**WORK INSTRUCTION**
Looking at the listing below, work out the number of lines where the string "down" shows up, and give that number only.

+-------+

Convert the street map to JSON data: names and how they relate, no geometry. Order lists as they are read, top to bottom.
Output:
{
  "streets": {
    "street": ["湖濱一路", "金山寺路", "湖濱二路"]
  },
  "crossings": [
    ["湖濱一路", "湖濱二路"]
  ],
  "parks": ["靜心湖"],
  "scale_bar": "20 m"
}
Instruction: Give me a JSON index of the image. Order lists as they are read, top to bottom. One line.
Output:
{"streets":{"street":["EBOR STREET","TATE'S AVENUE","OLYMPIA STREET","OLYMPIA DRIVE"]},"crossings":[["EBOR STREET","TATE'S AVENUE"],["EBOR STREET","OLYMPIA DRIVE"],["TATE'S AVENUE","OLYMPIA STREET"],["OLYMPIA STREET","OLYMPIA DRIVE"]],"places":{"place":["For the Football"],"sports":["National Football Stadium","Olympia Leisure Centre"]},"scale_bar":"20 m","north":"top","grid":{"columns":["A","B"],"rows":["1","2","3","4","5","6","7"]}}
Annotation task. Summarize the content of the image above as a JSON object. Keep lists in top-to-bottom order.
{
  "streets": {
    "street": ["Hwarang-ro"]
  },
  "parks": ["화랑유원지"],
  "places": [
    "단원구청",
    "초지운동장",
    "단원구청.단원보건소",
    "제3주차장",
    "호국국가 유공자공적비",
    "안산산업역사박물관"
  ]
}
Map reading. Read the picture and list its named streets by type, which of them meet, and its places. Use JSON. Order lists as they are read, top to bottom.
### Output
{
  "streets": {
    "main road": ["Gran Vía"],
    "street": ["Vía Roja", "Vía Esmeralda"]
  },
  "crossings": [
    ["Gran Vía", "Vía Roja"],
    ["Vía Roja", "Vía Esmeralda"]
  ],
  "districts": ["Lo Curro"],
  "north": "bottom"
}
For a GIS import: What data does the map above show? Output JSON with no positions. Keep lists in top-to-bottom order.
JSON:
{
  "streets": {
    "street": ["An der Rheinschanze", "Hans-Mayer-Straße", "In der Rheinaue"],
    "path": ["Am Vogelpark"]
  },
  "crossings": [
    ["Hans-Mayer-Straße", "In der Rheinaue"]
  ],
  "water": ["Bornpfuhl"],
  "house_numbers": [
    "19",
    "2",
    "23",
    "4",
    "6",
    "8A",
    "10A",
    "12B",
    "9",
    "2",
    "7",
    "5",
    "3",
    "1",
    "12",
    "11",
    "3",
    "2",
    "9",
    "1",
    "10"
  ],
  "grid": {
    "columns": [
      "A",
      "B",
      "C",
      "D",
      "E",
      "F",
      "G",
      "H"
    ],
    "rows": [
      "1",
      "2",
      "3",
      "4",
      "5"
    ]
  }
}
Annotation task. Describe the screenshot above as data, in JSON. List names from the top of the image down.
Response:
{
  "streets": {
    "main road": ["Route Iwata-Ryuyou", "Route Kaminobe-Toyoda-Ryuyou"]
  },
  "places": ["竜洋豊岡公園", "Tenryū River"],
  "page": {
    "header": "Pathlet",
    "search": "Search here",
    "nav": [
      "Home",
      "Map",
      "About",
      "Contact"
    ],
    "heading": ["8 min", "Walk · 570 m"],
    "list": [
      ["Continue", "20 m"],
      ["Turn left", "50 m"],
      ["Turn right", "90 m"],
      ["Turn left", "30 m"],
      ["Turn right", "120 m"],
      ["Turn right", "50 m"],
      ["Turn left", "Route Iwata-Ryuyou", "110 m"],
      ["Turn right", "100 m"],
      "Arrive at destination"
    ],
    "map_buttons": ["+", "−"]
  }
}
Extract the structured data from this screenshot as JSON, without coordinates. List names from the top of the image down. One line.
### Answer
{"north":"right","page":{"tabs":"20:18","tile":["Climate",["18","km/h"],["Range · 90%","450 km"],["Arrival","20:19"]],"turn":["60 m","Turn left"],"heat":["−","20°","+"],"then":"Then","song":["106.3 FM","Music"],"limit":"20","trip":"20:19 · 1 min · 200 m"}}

+-------+

**OUTPUT BELOW**
2